Transcendent Moment: Free throws. Christ, the fucking free throws.
This will probably mystify modern audiences who never saw Shaq play, but he was bad at free throws. He was known for it. There were entire strategies based around making him shoot them.
So, because this movie desperately wants to avoid the timeless quality that afflicts your better superhero movies, they introduce a running gag of Steel missing free throws. Yeah, they actually come up with three excuses to have him shoot a free throw. It’s riveting. The final one of these is when Burke drops a grenade into a room where Steel is with Martin, and Steel has to throw the grenade back out through a small hole in the roof. And yes, this means that Steel’s entire character arc revolves around something the actor could not do.
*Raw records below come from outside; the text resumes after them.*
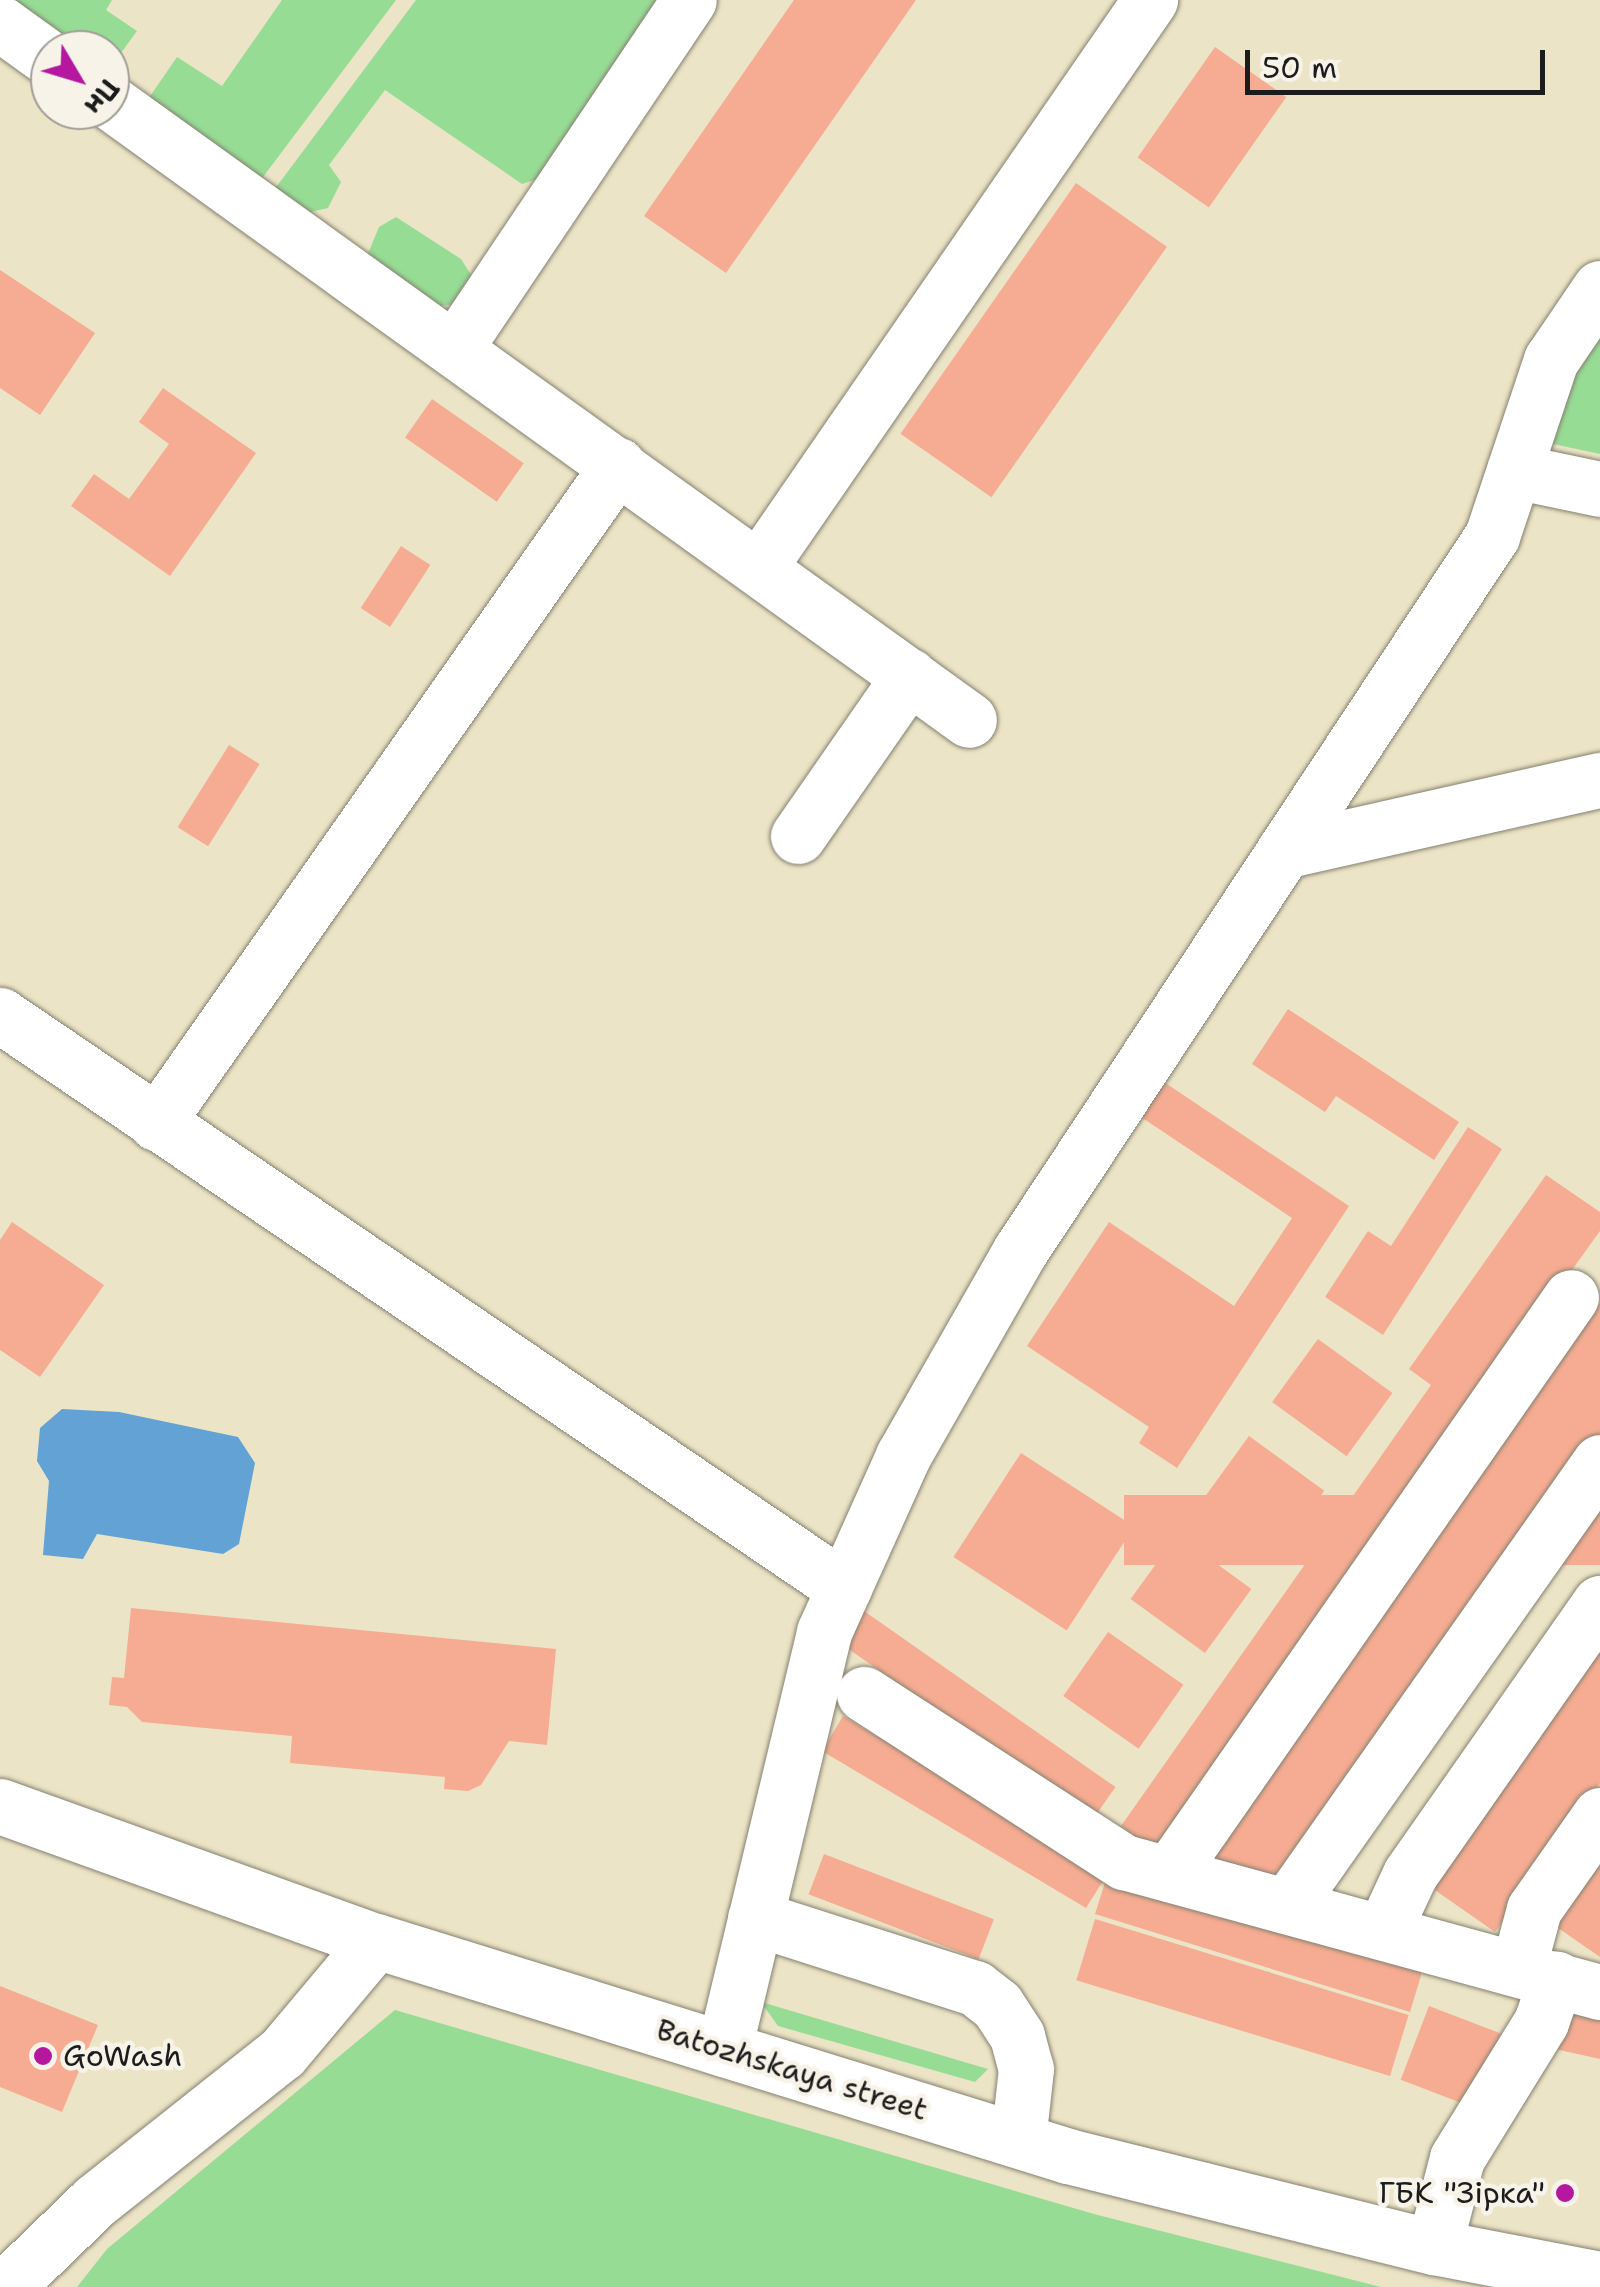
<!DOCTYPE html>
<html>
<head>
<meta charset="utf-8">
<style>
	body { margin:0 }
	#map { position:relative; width:1600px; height:2287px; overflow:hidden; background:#ece4c6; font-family:"Shantell Sans",sans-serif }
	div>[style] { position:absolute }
	.green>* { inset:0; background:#97dc95 }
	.water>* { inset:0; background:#62a2d5 }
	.building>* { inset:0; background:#f6ac92; transform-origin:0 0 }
	.roads { filter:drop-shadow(0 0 2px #848071) drop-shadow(0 0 2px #848071) }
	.minor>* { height:55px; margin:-27.5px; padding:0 27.5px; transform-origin:27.5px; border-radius:27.5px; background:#fff }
	.dots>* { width:28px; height:28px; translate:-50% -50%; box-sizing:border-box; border:5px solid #f7f3e8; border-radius:50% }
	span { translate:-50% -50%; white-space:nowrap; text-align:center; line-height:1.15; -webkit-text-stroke:9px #f7f3e8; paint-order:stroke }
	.poi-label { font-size:30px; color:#1c1c1c }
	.left { translate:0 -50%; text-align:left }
	.right { translate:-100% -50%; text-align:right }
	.street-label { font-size:30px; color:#1c1c1c }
	.north { position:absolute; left:30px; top:30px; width:100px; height:100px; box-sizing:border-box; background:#f7f3e8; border:2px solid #9f9d96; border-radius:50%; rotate:128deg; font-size:28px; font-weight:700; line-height:40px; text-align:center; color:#1c1c1c }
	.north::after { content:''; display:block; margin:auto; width:35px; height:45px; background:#b5179e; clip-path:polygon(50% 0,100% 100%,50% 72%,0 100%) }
	.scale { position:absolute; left:1245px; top:50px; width:300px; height:45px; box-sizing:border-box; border:5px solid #1c1c1c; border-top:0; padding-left:12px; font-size:30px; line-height:35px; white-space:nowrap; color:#1c1c1c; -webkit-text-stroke:8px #f7f3e8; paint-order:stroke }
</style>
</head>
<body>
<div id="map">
	<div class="green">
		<div style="clip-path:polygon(0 0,112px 0,106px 10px,137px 31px,110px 68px,110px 50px,70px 50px)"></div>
		<div style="clip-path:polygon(282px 0,396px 0,257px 185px,144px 105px,177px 57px,222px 86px)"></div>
		<div style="clip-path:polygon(416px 0,667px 0,544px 177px,522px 184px,385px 90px,329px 165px,341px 182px,328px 208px,302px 214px,271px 194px)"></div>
		<div style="clip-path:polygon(396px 217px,461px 259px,473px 278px,459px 304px,438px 306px,367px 256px,379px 227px)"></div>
		<div style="clip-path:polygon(1600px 288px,1600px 454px,1525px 438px)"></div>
		<div style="clip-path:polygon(761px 2002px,988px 2069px,975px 2082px,778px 2026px)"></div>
		<div style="clip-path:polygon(395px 2010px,1094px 2214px,1381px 2287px,77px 2287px,107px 2249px)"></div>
	</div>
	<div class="water">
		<div style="clip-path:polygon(62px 1409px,119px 1412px,238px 1437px,255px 1463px,239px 1544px,223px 1554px,97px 1534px,83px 1559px,43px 1555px,49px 1481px,37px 1461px,40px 1428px)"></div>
	</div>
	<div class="building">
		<div style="clip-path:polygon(794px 0,916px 0,726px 273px,644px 216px)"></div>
		<div style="left:1215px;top:47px;width:87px;height:135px;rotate:35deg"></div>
		<div style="left:1076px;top:183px;width:111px;height:306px;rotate:35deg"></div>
		<div style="clip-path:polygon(0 270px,95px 333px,40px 415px,0 388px)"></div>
		<div style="clip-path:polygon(163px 388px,256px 453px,170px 576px,71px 506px,94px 474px,129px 499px,169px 444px,139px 422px)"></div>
		<div style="left:432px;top:399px;width:112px;height:47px;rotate:35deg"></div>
		<div style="left:401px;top:546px;width:35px;height:74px;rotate:33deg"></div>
		<div style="left:229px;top:745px;width:36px;height:97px;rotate:32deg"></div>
		<div style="clip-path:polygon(1288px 1009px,1459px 1122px,1434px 1160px,1336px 1096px,1325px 1112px,1252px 1064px)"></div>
		<div style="clip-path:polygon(1158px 1078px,1349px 1206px,1177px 1468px,1139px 1443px,1149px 1427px,1027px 1346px,1109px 1222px,1234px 1306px,1292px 1218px,1135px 1113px)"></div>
		<div style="clip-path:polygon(1468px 1127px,1502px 1149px,1383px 1335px,1325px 1297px,1368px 1231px,1391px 1246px)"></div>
		<div style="clip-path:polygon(1546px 1175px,1600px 1212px,1600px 1231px,1154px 1850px,1121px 1826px,1431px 1385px,1409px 1369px)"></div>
		<div style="clip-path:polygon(12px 1222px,104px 1285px,40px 1377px,0 1350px,0 1240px)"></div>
		<div style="clip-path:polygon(1600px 1303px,1600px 1437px,1275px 1884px,1204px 1857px,1493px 1435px,1504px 1443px)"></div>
		<div style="left:1318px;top:1339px;width:92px;height:78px;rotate:36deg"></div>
		<div style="left:1249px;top:1436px;width:93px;height:80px;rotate:36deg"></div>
		<div style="left:1021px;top:1453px;width:135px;height:124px;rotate:33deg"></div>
		<div style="left:1600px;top:1495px;width:70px;height:476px;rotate:90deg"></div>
		<div style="left:1177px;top:1535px;width:92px;height:79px;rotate:36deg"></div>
		<div style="clip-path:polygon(131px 1608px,556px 1649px,547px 1745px,509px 1741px,481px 1785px,468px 1791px,444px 1789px,445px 1777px,290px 1763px,292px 1736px,142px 1722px,127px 1707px,109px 1705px,112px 1677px,124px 1678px)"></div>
		<div style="left:864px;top:1611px;width:307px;height:40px;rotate:35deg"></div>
		<div style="left:1108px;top:1632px;width:92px;height:78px;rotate:35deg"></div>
		<div style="clip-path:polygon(1600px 1649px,1600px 1783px,1495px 1932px,1432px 1888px)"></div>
		<div style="clip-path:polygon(843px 1716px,1108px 1873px,1423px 1969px,1410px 2012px,1095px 1914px,1108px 1873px,1086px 1908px,822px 1751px)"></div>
		<div style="clip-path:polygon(1600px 1853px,1600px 1957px,1551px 1923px)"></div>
		<div style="left:824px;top:1854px;width:182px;height:43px;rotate:21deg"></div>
		<div style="left:1095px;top:1919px;width:328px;height:64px;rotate:17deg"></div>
		<div style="clip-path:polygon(0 1986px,98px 2025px,62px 2112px,0 2087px)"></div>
		<div style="left:1429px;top:2006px;width:77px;height:79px;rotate:21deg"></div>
		<div style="clip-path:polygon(1555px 2009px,1600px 2019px,1600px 2059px,1546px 2047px)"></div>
	</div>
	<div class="roads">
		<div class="minor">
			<div style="left:0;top:23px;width:62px;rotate:35.8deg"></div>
			<div style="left:110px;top:102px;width:1058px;rotate:35.73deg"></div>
			<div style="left:455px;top:348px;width:419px;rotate:-56.1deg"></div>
			<div style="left:1514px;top:471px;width:88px;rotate:11.8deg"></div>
			<div style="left:759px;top:567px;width:689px;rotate:-55.41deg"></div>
			<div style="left:798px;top:836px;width:195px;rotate:-55.2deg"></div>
			<div style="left:1284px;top:851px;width:324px;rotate:-12.7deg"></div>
			<div style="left:0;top:1015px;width:1020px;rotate:34.17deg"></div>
			<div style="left:156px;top:1123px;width:804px;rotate:-54.93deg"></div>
			<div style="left:864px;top:1694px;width:310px;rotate:32.9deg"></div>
			<div style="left:1124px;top:1862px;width:493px;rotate:15.3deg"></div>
			<div style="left:0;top:1806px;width:400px;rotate:19.8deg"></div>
			<div style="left:376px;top:1941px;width:725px;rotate:17.26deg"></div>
			<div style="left:1068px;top:2156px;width:377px;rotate:14deg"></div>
			<div style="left:1434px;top:2247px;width:169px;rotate:10.9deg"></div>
			<div style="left:1169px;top:1874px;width:703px;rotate:-55.13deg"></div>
			<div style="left:1287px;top:1906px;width:543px;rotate:-54.82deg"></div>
			<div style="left:755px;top:1918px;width:231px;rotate:17.7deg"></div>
			<div style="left:975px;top:1988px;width:28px;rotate:38deg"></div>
			<div style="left:997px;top:2005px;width:37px;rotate:57deg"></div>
			<div style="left:1017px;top:2036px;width:34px;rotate:75deg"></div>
			<div style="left:1026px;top:2069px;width:71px;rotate:96.4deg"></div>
			<div style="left:1383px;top:1932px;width:64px;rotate:-65deg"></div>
			<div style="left:1410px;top:1874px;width:331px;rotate:-55deg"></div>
			<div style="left:1518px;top:1969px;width:62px;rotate:-75.1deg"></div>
			<div style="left:1534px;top:1909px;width:115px;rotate:-54.9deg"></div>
			<div style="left:724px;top:2049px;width:429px;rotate:-76.5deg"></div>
			<div style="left:824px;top:1632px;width:193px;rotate:-65.8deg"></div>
			<div style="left:903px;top:1456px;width:236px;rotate:-60.3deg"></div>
			<div style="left:1020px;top:1251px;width:857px;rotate:-56.57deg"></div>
			<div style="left:1492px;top:536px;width:186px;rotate:-71.5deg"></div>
			<div style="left:1551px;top:360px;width:87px;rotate:-55.8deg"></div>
			<div style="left:1434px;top:2247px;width:92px;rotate:-75.5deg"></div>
			<div style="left:1457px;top:2158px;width:160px;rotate:-58.3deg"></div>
			<div style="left:1541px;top:2022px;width:46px;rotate:-70.8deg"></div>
			<div style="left:6px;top:2287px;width:124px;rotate:-44deg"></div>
			<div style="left:95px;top:2201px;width:238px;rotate:-38.4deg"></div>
			<div style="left:282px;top:2053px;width:146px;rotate:-50deg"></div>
		</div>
	</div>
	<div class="dots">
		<div style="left:43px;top:2056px;background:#b5179e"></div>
		<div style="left:1565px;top:2193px;background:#b5179e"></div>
	</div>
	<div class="poi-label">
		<span class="left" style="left:63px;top:2056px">GoWash</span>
		<span class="right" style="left:1545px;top:2193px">ГБК "Зірка"</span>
	</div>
	<div class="street-label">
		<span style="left:792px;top:2070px;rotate:17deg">Batozhskaya street</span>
	</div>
	<div class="north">Пн</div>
	<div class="scale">50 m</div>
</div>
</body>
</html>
Here’s the thing though. This grenade has the longest fuse in the history of explosives. Steel has time to think about it, pick it up, protest he can’t do it, then accept coaching from his little brother on proper shooting form. This thing took so long, I could have used a flashback partway through to remind me it was a live grenade. Maybe we could have seen what the grenade was like before it got to the island and met the Others. Or why the grenade got sent to prison and how its past informs its romance with Piper.
So about 45 minutes later, Shaq free throws the grenade away, and it explodes. And I’m left with a deep, empty feeling. I got attached to that grenade.
It’s hard to imagine a time before the superhero dominance of the box office. With flicks like Steel, it’s even harder to imagine it happening.